DTU Remote Windows desktop and applications for DTU users
When the system has been set up correctly, you simply go to this Citrix Access gateway page:
It is required that you install the Citrix_Receiver client software on your desktop. For Windows and Mac users this will be automatic when you have logged in.
It is required that the department IT staff configures a DTUBasen group for all authorized Citrix users, see https://portalen.dtu.dk/DTU_Generelt/AIT/Basal%20IT/Remote,-d-,dtu,-d-,dk/IT%20FAQ.aspx. In addition, the AIT servicedesk must configure the DTUBasen group in the Citrix server.
On Linux clients such as CentOS you have to install manually the Citrix_Receiver client software from the download page, for example, the RedHat Full Package (Self-Service Support) RPM package for RedHat/CentOS:
yum install ICAClient-rhel-126.96.36.19909380-0.x86_64.rpm
SSL error You have not chosen to trust "AddTrust External CA Root", the issuer of the server's security certificate (SSL error 61).
then you probably have been hit by the missing SSL certificates. The solution is to install the Certificate_authority SSL certificates.
The DTU_Remote uses Comodo SSL certificates, so you must download the file addtrustexternalcaroot.crt from the page AddTrustExternalCARoot. Copy this file to the Citrix_Receiver client directory (root access is required):
cp addtrustexternalcaroot.crt /opt/Citrix/ICAClient/keystore/cacerts/
You will see SELinux syslog error messages in /var/log/messages:
setroubleshoot: SELinux is preventing /opt/Citrix/ICAClient/wfica from create access on the fifo_file .ipc_pipe.19884.
Not recommended: To avoid SELinux errors from the Firefox browser you can turn off security (as the root user):
setsebool -P unconfined_mozilla_plugin_transition 0
This means that Firefox plugins will run without SELinux protections! It is recommended to accept the error messages rather than turning off security.

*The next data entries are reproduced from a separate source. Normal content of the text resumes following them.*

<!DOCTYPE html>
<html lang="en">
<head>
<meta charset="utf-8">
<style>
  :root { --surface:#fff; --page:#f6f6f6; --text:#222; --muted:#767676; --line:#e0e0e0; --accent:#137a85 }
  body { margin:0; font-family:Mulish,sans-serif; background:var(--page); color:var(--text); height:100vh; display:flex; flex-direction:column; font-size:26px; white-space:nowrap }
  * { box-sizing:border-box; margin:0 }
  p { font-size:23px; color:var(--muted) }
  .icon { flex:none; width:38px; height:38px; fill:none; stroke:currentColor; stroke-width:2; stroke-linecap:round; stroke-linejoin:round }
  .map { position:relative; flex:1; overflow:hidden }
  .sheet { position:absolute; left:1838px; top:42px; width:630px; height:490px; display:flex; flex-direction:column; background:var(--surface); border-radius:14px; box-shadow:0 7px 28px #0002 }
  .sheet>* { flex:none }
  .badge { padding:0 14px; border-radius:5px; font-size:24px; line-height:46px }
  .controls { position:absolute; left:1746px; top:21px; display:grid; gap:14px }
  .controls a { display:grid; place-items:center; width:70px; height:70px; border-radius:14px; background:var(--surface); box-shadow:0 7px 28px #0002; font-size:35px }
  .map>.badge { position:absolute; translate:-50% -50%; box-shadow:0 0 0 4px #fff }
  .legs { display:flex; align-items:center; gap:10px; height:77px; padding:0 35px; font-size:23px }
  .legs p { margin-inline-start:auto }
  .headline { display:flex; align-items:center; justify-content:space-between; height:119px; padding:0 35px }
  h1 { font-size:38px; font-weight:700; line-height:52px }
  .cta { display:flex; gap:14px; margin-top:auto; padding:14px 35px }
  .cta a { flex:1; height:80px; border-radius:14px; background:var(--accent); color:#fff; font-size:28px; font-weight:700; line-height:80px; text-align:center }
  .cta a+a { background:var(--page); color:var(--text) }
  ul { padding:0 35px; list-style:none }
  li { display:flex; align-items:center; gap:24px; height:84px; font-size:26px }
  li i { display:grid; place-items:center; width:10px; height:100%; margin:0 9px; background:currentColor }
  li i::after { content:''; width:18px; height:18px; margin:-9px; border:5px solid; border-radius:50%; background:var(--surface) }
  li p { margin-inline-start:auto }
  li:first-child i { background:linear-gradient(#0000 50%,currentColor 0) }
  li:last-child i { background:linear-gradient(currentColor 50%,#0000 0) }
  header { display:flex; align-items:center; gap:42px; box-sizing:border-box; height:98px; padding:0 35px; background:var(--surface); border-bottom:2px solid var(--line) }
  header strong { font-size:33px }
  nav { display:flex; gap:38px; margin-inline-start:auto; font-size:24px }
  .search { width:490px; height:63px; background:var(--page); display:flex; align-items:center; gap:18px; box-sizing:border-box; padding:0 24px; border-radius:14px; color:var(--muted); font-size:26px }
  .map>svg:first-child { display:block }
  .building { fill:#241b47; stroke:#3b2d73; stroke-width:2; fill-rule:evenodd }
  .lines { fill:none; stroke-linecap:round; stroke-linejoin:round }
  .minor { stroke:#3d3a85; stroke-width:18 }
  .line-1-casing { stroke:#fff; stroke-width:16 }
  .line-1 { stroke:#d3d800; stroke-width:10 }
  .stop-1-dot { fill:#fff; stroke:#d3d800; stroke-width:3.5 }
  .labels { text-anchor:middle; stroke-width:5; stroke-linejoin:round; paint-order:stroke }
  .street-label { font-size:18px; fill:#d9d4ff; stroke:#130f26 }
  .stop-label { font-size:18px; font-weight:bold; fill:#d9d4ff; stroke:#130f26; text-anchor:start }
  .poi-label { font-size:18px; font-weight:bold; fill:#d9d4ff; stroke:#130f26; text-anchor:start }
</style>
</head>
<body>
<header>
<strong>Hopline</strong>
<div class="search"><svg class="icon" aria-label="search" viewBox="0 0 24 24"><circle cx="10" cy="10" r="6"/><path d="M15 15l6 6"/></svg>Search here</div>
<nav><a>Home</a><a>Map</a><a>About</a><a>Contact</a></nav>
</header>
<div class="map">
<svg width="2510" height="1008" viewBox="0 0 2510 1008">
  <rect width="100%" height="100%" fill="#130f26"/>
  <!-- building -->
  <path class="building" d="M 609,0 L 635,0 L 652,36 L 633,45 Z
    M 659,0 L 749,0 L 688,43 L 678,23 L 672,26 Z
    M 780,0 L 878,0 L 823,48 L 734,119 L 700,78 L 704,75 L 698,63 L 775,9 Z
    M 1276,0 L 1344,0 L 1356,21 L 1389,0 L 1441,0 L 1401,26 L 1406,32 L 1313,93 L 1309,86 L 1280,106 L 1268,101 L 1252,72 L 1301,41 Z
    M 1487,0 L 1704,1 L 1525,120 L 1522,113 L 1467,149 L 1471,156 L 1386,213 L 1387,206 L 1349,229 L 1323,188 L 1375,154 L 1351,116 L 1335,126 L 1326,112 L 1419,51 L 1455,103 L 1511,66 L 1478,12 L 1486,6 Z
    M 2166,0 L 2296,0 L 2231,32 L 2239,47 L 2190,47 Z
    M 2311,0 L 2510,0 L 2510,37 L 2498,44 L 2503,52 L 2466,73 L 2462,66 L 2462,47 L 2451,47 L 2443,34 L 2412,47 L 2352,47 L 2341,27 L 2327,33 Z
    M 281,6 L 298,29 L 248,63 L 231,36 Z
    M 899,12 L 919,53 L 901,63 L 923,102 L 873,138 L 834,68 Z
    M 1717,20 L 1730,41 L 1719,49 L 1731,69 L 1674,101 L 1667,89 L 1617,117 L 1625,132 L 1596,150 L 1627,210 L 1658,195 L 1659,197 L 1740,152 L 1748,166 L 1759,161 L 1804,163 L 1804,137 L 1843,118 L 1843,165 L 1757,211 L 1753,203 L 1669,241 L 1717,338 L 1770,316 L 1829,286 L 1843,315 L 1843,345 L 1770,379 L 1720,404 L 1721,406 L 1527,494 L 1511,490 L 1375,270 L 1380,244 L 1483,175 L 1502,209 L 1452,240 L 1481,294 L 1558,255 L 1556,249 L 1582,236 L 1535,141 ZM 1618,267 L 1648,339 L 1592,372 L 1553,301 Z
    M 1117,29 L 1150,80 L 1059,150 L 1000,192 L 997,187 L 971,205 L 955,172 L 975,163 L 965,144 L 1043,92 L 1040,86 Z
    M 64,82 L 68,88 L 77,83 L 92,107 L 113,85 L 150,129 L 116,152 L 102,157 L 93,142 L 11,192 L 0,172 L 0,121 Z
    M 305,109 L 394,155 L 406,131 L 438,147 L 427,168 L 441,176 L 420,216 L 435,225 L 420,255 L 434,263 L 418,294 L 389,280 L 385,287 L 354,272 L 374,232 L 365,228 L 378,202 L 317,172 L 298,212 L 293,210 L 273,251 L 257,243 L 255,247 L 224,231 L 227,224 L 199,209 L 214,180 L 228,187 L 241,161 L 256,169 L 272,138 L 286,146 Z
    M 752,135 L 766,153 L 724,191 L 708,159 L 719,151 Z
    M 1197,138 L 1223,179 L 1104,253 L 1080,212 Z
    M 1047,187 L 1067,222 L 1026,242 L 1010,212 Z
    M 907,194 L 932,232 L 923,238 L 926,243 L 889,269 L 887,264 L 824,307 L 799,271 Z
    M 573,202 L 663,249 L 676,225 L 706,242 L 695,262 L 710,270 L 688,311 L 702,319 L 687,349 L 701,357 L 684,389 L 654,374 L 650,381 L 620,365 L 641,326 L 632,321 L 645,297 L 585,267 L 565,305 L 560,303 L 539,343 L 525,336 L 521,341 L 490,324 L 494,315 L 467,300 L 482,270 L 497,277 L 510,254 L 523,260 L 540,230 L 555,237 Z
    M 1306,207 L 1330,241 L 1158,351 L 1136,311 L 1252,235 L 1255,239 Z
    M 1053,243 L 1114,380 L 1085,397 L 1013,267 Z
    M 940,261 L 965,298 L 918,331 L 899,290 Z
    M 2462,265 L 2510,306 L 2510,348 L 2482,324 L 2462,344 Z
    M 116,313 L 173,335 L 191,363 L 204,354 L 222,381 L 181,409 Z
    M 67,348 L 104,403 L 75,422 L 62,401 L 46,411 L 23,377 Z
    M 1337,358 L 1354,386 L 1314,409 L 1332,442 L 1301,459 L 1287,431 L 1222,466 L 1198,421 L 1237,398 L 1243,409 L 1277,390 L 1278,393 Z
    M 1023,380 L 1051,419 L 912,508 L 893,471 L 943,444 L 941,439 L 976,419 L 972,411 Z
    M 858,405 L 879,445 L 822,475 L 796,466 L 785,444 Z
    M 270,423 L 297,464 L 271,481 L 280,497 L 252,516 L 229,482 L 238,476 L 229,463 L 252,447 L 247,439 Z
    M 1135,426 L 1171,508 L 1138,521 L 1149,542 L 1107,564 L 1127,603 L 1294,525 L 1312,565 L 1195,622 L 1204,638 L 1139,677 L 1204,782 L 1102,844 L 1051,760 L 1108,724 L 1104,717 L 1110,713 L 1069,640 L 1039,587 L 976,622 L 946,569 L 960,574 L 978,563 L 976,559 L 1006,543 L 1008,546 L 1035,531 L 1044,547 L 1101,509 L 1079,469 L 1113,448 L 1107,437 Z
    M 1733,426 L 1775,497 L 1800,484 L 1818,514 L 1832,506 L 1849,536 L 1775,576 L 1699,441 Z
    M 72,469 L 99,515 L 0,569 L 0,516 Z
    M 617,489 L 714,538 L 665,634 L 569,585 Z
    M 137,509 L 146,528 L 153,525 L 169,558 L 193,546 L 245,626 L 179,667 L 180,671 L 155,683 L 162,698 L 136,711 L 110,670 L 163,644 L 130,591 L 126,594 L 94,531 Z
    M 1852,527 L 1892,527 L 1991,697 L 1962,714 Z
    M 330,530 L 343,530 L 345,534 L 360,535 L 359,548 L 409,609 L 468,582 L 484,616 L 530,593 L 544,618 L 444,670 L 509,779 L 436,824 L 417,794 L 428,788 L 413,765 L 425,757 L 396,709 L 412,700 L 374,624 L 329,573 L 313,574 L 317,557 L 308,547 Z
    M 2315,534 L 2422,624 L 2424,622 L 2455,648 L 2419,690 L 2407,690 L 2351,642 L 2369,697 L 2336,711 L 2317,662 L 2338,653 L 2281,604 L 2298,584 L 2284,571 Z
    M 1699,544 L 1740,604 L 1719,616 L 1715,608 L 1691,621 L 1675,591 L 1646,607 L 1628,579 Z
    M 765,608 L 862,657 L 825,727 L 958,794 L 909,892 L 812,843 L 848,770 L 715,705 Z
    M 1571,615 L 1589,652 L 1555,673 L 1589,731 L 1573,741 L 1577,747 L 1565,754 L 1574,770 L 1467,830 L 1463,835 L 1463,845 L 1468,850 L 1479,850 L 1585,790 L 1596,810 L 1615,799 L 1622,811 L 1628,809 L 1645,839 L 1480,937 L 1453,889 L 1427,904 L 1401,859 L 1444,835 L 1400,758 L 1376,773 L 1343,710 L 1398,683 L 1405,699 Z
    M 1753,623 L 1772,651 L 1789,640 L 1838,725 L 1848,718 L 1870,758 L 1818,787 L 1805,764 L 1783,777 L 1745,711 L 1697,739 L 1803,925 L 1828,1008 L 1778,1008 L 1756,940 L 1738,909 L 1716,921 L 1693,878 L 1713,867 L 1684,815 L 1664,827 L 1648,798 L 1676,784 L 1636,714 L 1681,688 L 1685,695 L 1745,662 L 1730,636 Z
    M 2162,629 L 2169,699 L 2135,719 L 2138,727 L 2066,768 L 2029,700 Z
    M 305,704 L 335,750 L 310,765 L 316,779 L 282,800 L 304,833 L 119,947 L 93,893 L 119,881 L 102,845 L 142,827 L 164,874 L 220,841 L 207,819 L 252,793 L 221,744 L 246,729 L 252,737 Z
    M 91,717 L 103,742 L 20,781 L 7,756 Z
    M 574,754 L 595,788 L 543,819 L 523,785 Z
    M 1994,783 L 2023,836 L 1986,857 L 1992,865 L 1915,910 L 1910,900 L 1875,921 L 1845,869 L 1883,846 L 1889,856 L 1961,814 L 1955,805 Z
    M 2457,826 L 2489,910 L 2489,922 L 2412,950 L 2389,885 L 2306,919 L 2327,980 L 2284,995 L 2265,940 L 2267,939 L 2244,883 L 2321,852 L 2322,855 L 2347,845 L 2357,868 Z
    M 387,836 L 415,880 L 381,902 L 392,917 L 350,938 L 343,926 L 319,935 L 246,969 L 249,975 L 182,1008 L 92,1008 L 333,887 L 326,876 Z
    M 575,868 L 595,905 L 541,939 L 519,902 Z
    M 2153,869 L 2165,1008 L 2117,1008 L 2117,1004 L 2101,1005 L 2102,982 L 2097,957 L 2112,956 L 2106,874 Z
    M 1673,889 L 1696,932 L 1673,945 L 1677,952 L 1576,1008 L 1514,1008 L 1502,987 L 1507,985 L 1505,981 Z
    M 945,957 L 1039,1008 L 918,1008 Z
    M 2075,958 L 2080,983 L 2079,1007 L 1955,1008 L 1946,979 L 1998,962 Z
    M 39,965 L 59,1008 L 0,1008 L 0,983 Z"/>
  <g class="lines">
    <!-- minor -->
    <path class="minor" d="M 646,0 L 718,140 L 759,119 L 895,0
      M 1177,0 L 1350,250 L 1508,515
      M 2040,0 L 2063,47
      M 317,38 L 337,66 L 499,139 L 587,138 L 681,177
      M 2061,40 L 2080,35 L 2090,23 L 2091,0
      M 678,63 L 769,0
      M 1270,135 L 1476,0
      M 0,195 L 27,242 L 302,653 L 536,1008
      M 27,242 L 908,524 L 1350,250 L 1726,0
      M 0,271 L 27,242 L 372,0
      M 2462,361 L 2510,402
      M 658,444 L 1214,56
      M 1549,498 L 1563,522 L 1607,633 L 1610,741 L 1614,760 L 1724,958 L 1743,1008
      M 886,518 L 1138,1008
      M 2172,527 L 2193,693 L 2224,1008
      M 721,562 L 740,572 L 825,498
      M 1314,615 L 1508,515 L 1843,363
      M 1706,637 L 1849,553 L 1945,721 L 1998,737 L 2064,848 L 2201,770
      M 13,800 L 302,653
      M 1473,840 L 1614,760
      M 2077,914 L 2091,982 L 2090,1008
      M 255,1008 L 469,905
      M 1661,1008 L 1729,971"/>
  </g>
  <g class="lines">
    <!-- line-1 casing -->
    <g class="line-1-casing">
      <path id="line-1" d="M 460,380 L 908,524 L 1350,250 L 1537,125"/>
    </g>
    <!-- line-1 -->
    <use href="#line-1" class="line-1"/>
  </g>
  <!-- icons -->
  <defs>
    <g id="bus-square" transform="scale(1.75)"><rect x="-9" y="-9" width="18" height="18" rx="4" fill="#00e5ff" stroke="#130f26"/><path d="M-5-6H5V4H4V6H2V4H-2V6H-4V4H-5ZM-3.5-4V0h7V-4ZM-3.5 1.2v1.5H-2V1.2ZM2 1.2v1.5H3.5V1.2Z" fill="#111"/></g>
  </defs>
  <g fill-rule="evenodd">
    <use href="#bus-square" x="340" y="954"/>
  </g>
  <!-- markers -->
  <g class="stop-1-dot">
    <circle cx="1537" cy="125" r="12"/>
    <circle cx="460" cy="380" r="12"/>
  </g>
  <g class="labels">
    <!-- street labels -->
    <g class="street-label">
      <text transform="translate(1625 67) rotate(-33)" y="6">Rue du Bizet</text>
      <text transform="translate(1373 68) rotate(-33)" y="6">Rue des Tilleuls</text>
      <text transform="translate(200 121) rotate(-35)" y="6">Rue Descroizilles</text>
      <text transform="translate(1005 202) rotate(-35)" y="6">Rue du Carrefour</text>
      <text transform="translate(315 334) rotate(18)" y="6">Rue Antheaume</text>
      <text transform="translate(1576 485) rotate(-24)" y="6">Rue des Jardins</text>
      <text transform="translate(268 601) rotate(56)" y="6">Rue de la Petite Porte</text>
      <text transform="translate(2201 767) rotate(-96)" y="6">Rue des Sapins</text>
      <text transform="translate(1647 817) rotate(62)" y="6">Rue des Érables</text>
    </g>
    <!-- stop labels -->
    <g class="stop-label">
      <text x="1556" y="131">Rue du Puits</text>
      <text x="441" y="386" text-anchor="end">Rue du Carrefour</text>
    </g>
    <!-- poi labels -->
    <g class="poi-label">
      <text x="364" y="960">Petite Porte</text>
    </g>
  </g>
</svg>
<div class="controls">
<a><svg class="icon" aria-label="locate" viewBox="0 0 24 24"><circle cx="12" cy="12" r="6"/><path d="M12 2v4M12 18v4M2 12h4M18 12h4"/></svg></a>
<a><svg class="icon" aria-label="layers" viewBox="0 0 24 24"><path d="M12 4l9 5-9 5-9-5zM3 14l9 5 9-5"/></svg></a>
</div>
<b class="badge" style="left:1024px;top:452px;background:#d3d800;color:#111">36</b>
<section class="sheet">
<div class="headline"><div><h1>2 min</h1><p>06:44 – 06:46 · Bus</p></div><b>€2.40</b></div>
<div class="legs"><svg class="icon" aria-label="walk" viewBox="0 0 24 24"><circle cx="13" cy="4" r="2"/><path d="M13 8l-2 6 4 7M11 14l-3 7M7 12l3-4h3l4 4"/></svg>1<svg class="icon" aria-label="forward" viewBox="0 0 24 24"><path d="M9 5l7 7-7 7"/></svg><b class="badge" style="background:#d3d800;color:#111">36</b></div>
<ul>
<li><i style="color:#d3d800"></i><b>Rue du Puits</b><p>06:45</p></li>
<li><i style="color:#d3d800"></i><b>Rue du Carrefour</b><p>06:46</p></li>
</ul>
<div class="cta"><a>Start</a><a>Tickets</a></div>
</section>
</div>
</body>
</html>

The SELinux sealert command recommends this solution to be run by root:
ausearch -c 'wfica' --raw | audit2allow -M my-wfica semodule -i my-wfica.pp
but this doesn't seem to eliminate the error messages.
It is convenient to map your home directory to a Windows drive. Edit the configuration $HOME/.ICAClient/All_Regions.ini file to insert a mapping for the G: drive (for example):
[Virtual Channels\Drives\Device] ... DrivePathG=$HOME DriveEnabledG=True DriveReadAccessG=0 DriveWriteAccessG=0
Note: It seems that you can use the Linux environment variable $HOME in DrivePathG, otherwise you have to enter manually a directory name.